**Task directions**
Wherever the word "function" turns up in a line of the entries, copy that line.

Saved data entries
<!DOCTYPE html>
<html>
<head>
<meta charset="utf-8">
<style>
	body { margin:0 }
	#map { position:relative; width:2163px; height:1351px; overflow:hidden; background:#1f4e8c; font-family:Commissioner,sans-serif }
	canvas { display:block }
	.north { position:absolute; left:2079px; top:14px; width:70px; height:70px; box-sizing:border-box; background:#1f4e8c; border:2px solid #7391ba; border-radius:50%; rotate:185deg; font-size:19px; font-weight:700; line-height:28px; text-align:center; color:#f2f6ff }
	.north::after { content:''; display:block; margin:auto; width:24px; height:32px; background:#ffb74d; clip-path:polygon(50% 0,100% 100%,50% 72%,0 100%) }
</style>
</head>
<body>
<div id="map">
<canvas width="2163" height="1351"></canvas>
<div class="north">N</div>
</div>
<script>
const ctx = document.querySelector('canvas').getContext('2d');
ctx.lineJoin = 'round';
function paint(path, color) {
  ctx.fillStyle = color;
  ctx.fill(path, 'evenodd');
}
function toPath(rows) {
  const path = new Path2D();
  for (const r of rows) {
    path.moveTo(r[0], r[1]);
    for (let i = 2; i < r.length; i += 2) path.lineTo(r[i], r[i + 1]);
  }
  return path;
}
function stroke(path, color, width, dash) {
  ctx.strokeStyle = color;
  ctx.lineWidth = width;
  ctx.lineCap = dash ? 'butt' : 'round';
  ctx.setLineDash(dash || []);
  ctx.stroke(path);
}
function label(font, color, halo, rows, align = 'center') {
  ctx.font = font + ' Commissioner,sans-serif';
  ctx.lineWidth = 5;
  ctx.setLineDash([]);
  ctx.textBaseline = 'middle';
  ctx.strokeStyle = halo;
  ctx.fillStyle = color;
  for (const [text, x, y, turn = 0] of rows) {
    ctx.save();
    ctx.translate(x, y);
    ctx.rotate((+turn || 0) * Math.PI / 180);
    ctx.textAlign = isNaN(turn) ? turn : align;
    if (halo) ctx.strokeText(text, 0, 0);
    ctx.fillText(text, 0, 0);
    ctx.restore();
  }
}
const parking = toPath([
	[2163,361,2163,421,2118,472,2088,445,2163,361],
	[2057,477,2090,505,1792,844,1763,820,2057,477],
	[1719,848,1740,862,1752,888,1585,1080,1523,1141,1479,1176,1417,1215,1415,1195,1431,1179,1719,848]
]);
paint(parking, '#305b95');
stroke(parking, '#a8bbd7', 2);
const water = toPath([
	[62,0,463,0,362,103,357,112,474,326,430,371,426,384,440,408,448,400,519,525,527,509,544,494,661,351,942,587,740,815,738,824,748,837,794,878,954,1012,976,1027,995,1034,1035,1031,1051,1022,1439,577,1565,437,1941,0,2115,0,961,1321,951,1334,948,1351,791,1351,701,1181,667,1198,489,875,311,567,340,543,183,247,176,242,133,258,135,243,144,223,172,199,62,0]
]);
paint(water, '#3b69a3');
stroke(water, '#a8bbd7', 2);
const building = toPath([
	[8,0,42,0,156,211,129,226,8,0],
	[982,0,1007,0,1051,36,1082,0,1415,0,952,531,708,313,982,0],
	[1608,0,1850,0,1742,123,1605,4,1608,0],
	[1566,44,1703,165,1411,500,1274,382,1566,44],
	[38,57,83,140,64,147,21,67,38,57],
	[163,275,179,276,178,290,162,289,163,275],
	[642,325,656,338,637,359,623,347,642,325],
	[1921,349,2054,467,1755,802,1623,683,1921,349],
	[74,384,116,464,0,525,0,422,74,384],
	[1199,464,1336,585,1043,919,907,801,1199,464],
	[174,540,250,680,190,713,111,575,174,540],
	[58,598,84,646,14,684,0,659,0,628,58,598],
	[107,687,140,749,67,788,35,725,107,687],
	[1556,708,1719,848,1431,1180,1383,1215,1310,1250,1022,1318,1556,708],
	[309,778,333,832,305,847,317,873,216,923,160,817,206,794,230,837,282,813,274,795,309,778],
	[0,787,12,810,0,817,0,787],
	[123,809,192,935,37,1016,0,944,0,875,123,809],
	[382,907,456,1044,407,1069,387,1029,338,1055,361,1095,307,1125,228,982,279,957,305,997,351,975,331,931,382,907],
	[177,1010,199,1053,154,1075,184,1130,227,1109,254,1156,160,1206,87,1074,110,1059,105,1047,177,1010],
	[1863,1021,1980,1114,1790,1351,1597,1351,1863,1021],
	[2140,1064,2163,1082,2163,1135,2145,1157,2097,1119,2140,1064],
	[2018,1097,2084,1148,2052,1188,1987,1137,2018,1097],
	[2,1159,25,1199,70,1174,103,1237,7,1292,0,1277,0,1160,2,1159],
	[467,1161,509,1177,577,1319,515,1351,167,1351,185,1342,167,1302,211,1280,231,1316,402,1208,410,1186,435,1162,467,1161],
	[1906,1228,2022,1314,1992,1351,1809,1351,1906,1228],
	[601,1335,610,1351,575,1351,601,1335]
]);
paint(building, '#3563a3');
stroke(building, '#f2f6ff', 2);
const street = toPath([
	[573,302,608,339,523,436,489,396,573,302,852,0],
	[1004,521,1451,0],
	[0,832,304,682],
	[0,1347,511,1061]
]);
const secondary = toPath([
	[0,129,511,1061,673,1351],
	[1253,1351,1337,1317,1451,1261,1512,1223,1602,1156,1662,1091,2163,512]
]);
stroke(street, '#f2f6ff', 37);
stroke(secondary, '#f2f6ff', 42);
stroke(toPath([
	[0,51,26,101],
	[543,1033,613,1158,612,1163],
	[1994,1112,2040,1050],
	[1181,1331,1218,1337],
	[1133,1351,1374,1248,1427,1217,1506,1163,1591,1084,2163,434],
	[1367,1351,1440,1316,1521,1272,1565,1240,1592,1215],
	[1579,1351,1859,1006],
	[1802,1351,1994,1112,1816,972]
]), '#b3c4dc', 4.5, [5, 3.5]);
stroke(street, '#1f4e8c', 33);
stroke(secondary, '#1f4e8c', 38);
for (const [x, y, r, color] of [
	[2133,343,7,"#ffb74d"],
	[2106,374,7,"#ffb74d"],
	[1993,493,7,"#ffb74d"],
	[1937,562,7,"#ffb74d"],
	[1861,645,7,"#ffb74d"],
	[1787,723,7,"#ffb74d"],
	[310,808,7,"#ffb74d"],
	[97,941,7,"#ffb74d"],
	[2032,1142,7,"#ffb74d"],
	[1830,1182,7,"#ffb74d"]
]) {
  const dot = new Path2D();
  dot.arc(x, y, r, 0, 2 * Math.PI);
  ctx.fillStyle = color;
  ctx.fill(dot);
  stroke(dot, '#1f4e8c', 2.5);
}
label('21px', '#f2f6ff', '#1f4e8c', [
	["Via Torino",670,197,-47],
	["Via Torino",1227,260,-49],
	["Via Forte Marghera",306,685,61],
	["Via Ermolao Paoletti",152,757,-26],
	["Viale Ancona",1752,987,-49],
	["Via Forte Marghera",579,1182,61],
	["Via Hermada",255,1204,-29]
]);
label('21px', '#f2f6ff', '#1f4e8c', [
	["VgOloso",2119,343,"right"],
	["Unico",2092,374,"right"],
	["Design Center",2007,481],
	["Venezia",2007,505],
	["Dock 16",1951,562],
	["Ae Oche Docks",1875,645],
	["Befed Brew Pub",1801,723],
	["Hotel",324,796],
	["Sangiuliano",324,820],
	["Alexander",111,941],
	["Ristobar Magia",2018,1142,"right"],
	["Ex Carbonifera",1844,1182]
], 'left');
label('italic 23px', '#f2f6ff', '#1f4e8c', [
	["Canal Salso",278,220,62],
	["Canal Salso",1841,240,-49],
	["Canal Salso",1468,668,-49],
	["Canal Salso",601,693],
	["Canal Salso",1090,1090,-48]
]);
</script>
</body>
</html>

**Result for this exercise**
function paint(path, color) {
function toPath(rows) {
function stroke(path, color, width, dash) {
function label(font, color, halo, rows, align = 'center') {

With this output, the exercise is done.